If you want to train your brain – and, by extension, new AI – vary the stimuli.
That’s one admittedly simplified way of summing up a recent study by researchers at Imperial College London in which, by varying neural network cell properties, they determined that the brain learns faster and uses less energy when there is a greater diversity of neurons being stimulated.
“The brain needs to be energy efficient while still being able to excel at solving complex tasks,” explained first author Nicolas Perez, a PhD student at Imperial College London’s Department of Electrical and Electronic Engineering. “Our work suggests that having a diversity of neurons in both brains and AI fulfils both these requirements and could boost learning.”
In their report, published at Nature Communications, the researchers noted that “previous studies have largely used simplified tasks or networks, and it remains unknown whether or not heterogeneity can help animals solve complex information processing tasks in natural environments.”

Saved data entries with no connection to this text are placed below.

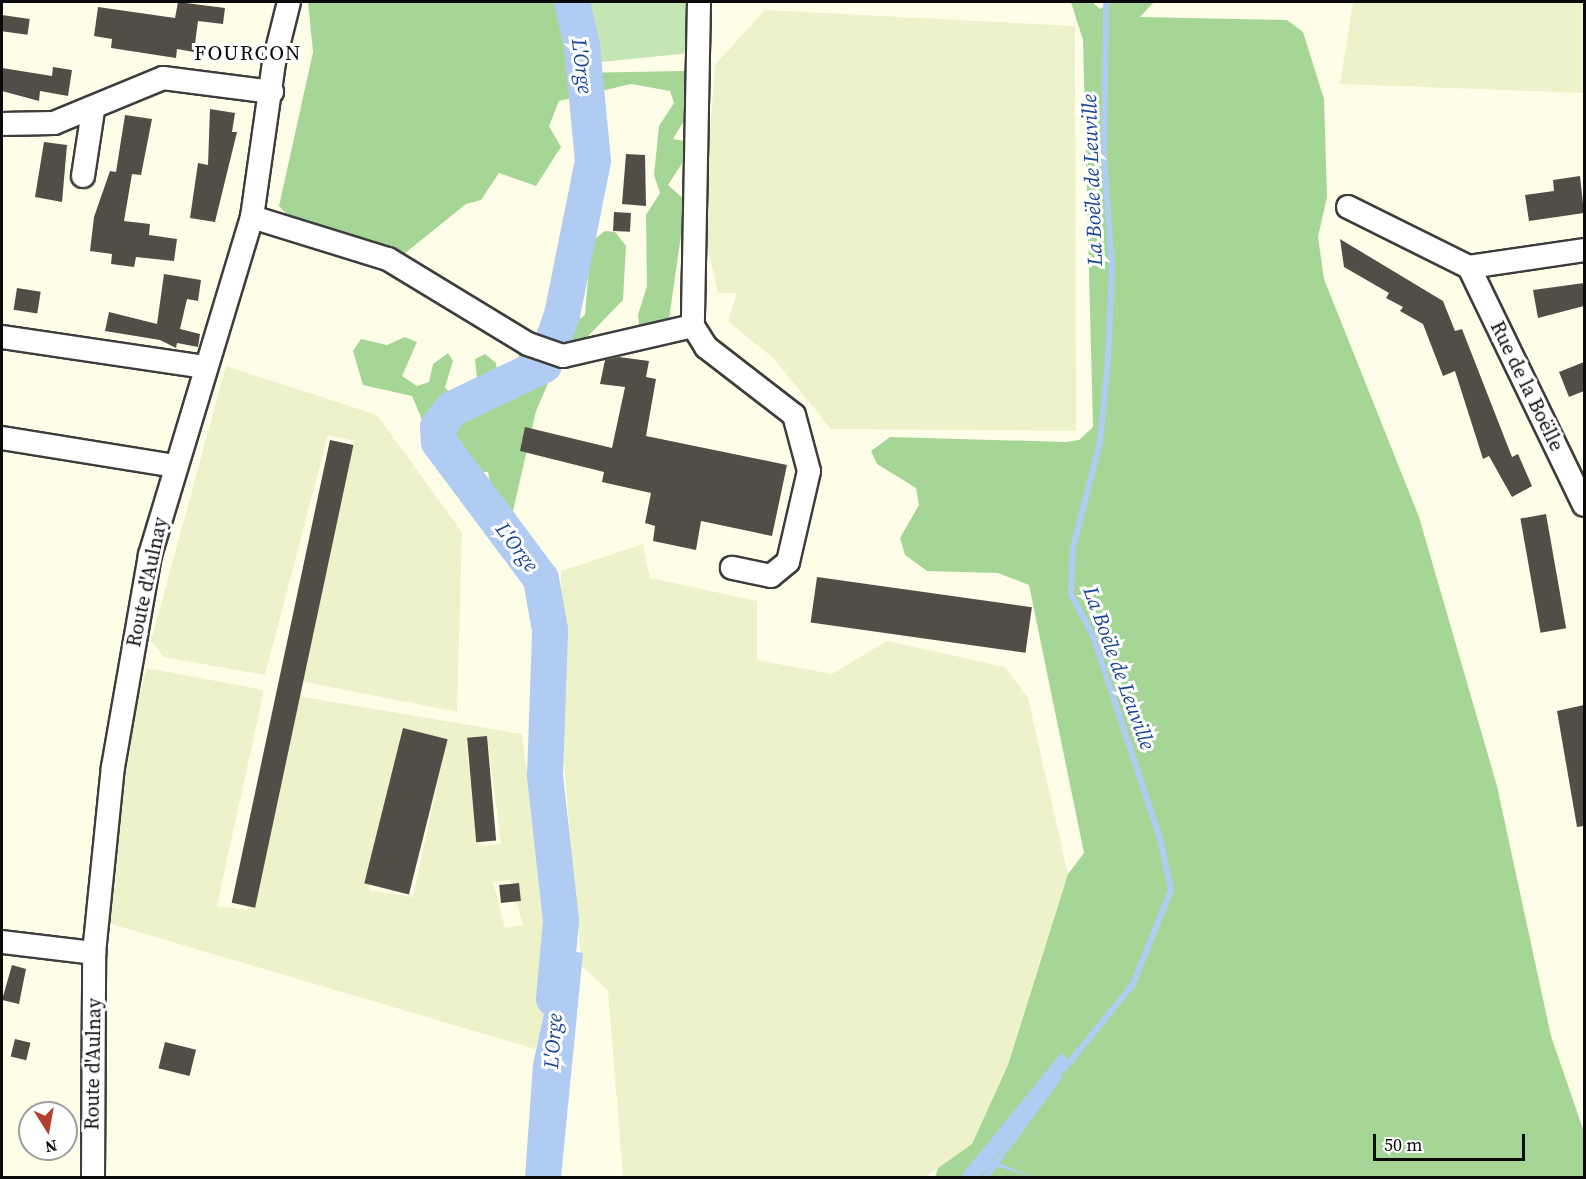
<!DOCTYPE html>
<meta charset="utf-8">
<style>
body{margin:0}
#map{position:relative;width:1586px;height:1179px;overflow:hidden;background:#fefee8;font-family:"Source Serif 4",serif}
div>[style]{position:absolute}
.farmland>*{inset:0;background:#edf2cb}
.green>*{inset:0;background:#c4e6b5}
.forest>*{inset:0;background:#a5d695}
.water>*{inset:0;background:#b0ccf3}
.stream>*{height:6px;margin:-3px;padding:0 3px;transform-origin:3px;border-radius:3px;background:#b0ccf3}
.river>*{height:36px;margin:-18px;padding:0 18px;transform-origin:18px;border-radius:18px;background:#b0ccf3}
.building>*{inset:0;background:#524e47;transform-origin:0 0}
.roads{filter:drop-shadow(2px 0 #3d3d3d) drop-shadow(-2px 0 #3d3d3d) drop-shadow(0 2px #3d3d3d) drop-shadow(0 -2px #3d3d3d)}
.minor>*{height:22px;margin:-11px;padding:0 11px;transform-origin:11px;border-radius:11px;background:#fff}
span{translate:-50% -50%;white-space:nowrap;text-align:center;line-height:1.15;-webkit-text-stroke:6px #fff;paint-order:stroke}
.street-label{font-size:20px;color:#0a0a0a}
.neighbourhood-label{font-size:21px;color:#0a0a0a;letter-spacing:1.5px}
.water-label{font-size:21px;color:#1b4695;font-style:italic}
.frame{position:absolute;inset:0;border:3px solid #0a0a0a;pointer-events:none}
.north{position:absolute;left:18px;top:1101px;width:60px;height:60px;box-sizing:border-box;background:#fff;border:2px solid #9d9d9d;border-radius:50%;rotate:169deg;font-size:16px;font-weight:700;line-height:24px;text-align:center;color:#0a0a0a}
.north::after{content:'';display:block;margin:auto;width:21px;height:27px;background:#b2402a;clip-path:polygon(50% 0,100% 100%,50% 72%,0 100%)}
.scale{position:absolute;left:1373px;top:1134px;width:152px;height:27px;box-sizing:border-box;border:3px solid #0a0a0a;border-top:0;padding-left:8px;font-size:18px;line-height:21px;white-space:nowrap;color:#0a0a0a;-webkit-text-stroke:4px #fff;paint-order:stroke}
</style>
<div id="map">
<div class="farmland">
<i style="clip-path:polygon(1353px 2px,1584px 2px,1584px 93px,1340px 84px)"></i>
<i style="clip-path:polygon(765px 10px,1075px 26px,1076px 431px,831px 429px,774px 359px,728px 321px,737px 293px,718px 293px,703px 226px,715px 65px)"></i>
<i style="clip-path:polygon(226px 366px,377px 415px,462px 532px,457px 712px,300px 681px,354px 441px,328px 435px,265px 675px,164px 657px,151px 641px)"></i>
<i style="clip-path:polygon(643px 544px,650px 578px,757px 601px,757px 660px,832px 674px,887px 641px,1005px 667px,1028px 698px,1068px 874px,1008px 1065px,972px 1144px,925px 1177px,623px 1177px,608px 991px,582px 966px,573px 878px,562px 733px,561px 571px)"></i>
<i style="clip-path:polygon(evenodd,147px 668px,264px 690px,217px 906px,247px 910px,298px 696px,522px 734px,555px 993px,535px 1049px,108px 923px,132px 720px,147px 668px,403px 728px,447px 739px,413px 897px,369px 890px,403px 728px,147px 668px,487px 735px,501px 843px,479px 847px,466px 741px,487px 735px,147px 668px,510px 880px,523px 925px,505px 928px,493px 882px,510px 880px)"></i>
</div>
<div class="green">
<i style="clip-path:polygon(576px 2px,687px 2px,690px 53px,581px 64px)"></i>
</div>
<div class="forest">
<i style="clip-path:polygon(308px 2px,558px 2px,573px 73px,685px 71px,688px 114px,673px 139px,686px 141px,690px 151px,668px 185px,686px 201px,669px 319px,657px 326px,639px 325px,638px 315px,647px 286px,646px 215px,660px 193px,654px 175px,659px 126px,674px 103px,670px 91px,631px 84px,559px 101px,549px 126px,561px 147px,536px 186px,499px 173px,481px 200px,466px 204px,404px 254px,294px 222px,279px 206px,313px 52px)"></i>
<i style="clip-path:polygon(1071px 2px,1092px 2px,1100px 9px,1113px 2px,1154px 2px,1140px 17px,1287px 20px,1303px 32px,1324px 99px,1327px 197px,1318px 237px,1324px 279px,1419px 517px,1497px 786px,1551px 1036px,1584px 1132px,1584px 1177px,935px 1177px,938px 1168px,972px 1144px,1008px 1065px,1068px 874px,1084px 853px,1029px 585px,998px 573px,927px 571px,905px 555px,900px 538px,919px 505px,916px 488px,877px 464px,871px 451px,890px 437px,1066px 442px,1079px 440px,1093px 427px,1083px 40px)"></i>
<i style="clip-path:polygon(605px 231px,615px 232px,626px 246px,623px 300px,553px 372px,536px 411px,513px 511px,502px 516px,495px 512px,488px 472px,475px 472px,452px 441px,426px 429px,412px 396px,363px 385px,353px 351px,361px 339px,387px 345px,405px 337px,417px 342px,402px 376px,417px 386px,429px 382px,433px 364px,448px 353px,453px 361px,445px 387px,451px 395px,478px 387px,475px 359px,485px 354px,496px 363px,501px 398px,510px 398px,518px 387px,519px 354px,541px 347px,585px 315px,591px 242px)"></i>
</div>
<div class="water">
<i style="clip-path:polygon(558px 949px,583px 953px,561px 1177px,525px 1177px,533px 1064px)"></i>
<i style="clip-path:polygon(1061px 1053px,1069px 1061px,1066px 1069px,993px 1160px,1032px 1177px,992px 1165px,979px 1177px,960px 1177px)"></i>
</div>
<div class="stream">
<i style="left:1065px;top:1068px;width:108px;rotate:-51deg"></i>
<i style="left:1133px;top:984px;width:101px;rotate:-68deg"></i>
<i style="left:1171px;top:890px;width:49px;rotate:-101.8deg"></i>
<i style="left:1161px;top:842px;width:215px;rotate:-108.2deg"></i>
<i style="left:1094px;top:638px;width:50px;rotate:-117.6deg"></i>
<i style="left:1071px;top:594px;width:46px;rotate:-87.5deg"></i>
<i style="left:1073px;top:548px;width:109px;rotate:-75.7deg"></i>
<i style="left:1100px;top:442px;width:82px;rotate:-84.4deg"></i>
<i style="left:1108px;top:360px;width:91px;rotate:-87.5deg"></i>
<i style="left:1112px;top:269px;width:115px;rotate:-94deg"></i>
<i style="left:1104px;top:154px;width:152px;rotate:-89.2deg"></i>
<i style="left:985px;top:1178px;width:125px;rotate:-53.8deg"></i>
</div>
<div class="river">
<i style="left:554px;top:999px;width:78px;rotate:-84.9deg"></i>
<i style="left:561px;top:921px;width:146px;rotate:-96.3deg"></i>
<i style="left:545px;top:776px;width:146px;rotate:-88deg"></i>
<i style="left:550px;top:630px;width:52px;rotate:-100deg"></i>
<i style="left:541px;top:579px;width:171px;rotate:-126.7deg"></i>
<i style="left:439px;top:442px;width:15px;rotate:-94deg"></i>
<i style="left:438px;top:427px;width:23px;rotate:-52deg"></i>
<i style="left:452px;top:409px;width:102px;rotate:-25.6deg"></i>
<i style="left:544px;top:365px;width:53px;rotate:-70.2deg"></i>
<i style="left:562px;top:315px;width:157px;rotate:-78.6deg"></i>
<i style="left:593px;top:161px;width:116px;rotate:-95.5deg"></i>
<i style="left:582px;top:46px;width:45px;rotate:-102.8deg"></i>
</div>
<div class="building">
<i style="clip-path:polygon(178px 2px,225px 8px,223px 24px,198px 21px,194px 52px,177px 49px,176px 58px,111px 48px,112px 39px,94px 36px,98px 7px,175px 18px)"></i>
<i style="left:2px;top:15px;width:28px;height:16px;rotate:8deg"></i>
<i style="clip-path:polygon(53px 67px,72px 70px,68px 96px,40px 91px,39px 101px,2px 91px,2px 68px,52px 76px)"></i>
<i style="clip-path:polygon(210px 109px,235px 113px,232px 132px,237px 132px,215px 222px,190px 218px,198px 163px,208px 165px)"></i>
<i style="clip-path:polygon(125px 115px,152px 119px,141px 175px,132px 174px,124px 221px,150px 224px,149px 235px,177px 239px,174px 261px,136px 257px,134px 267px,111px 264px,112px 254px,90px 251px,94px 217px,110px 171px,116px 172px)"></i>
<i style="clip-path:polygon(44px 142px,67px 145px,62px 202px,35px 197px)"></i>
<i style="clip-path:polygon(626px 154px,645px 155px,646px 206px,622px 204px)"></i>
<i style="clip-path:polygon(1580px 176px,1584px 213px,1529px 221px,1525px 195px,1554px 191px,1553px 180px)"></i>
<i style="left:614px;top:212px;width:17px;height:19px;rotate:3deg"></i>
<i style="clip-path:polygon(1340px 239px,1443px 301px,1455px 331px,1462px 329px,1512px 457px,1518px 454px,1532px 486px,1512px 497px,1489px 456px,1483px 459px,1455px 371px,1443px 376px,1423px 324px,1400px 311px,1403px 307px,1386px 298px,1389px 293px,1344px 267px)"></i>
<i style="clip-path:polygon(164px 274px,201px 280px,198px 301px,187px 299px,180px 329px,200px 334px,198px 347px,177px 343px,176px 348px,160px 340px,105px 331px,109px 312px,157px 324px)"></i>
<i style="clip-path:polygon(1584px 283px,1584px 306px,1538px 318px,1533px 290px)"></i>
<i style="left:17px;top:288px;width:24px;height:22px;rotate:9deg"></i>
<i style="clip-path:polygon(619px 357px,649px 361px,646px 377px,656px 379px,646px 436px,787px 465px,772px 536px,701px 521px,696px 550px,653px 541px,655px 526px,645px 523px,651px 493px,602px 482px,604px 472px,520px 451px,525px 427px,612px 448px,625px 387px,600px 384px,605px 360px)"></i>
<i style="clip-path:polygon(1584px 362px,1584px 391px,1569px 397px,1559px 372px)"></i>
<i style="left:330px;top:440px;width:24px;height:473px;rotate:12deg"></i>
<i style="left:1546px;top:514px;width:116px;height:26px;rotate:80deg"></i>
<i style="left:817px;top:577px;width:217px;height:46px;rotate:8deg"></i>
<i style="clip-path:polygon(1584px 705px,1584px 826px,1577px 827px,1557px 711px)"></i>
<i style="left:403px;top:728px;width:46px;height:160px;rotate:14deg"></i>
<i style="left:487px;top:736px;width:105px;height:20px;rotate:85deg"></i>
<i style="left:519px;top:883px;width:18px;height:20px;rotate:84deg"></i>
<i style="clip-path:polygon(12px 965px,26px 969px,19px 1004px,2px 1000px)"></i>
<i style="left:15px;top:1039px;width:16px;height:18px;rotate:14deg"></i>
<i style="left:165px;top:1042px;width:32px;height:27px;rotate:14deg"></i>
</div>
<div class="roads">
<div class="minor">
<i style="left:699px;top:2px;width:324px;rotate:91.1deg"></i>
<i style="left:693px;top:326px;width:25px;rotate:58deg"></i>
<i style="left:706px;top:347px;width:111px;rotate:37.7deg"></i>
<i style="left:794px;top:415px;width:58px;rotate:75deg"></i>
<i style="left:809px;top:471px;width:93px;rotate:103deg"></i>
<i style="left:788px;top:562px;width:22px;rotate:141deg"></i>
<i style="left:771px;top:576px;width:40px;rotate:-168deg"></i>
<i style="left:2px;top:124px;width:52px;rotate:-1.1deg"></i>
<i style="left:54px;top:123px;width:118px;rotate:-22.4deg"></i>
<i style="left:163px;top:78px;width:110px;rotate:7.3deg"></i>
<i style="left:83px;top:176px;width:66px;rotate:-81.3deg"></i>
<i style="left:1348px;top:207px;width:135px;rotate:26.4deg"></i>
<i style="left:1469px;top:267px;width:116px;rotate:-8.4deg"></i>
<i style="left:252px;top:217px;width:142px;rotate:17.2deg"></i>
<i style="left:388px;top:259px;width:164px;rotate:31.3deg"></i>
<i style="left:528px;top:344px;width:37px;rotate:19deg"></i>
<i style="left:563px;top:356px;width:133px;rotate:-13deg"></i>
<i style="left:1469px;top:267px;width:264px;rotate:64.2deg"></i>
<i style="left:2px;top:337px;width:205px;rotate:8.4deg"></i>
<i style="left:2px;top:438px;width:175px;rotate:9.2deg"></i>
<i style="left:2px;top:942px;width:93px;rotate:6.8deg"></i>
<i style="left:93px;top:1178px;width:225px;rotate:-89.7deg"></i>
<i style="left:94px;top:953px;width:187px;rotate:-84.2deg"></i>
<i style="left:113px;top:767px;width:215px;rotate:-80.1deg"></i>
<i style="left:150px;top:555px;width:353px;rotate:-73.2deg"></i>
<i style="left:252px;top:217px;width:157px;rotate:-81.9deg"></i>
<i style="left:274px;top:62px;width:62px;rotate:-76deg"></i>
</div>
</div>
<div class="street-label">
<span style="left:1527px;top:386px;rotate:64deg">Rue de la Boëlle</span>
<span style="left:147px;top:582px;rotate:-78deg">Route d'Aulnay</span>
<span style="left:93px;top:1064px;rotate:-89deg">Route d'Aulnay</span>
</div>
<div class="neighbourhood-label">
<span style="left:248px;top:53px">FOURCON</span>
</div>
<div class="water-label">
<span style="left:582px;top:66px;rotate:83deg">L'Orge</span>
<span style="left:1092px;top:180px;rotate:-92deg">La Boële de Leuville</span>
<span style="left:517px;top:547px;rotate:53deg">L'Orge</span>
<span style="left:1119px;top:668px;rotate:70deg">La Boële de Leuville</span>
<span style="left:553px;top:1041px;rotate:-86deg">L'Orge</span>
</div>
<div class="frame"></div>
<div class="north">N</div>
<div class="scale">50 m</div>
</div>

Their goal, then, was “to investigate the effect of introducing heterogeneity in the time scales of neurons when performing tasks with realistic and complex temporal structure. We found that it improves the overall performance, makes learning more stable and robust, and that the network learns neural parameter distributions that match experimental observations, suggesting that the heterogeneity observed in the brain may be a vital component of its ability to adapt to new environments.”
For the study, the researchers focused on tweaking the “time constant”, or how quickly each cell decides what it wants to do based on what the cells connected to it are doing. Some cells will decide very quickly, looking only at what the connected cells have just done. Other cells will be slower to react, basing their decision on what other cells have been doing for a while.
After varying the cells’ time constants, they tasked the network with performing some benchmark machine learning tasks: classifying images of clothing and handwritten digits, recognizing human gestures, and identifying spoken digits and commands. The results show that by allowing the network to combine slow and fast information, it was better able to solve tasks in more complicated, real-world settings.
Moreover, the researchers noted, when they changed the amount of variability in the simulated networks, they found that the ones that performed best matched the amount of variability seen in the brain, suggesting that the brain may have evolved to have just the right amount of variability for optimal learning.
Said Dr Dan Goodman, also of Imperial’s Department of Electrical and Electronic Engineering, “Evolution has given us incredible brain functions – most of which we are only just beginning to understand. Our research suggests that we can learn vital lessons from our own biology to make AI work better for us.”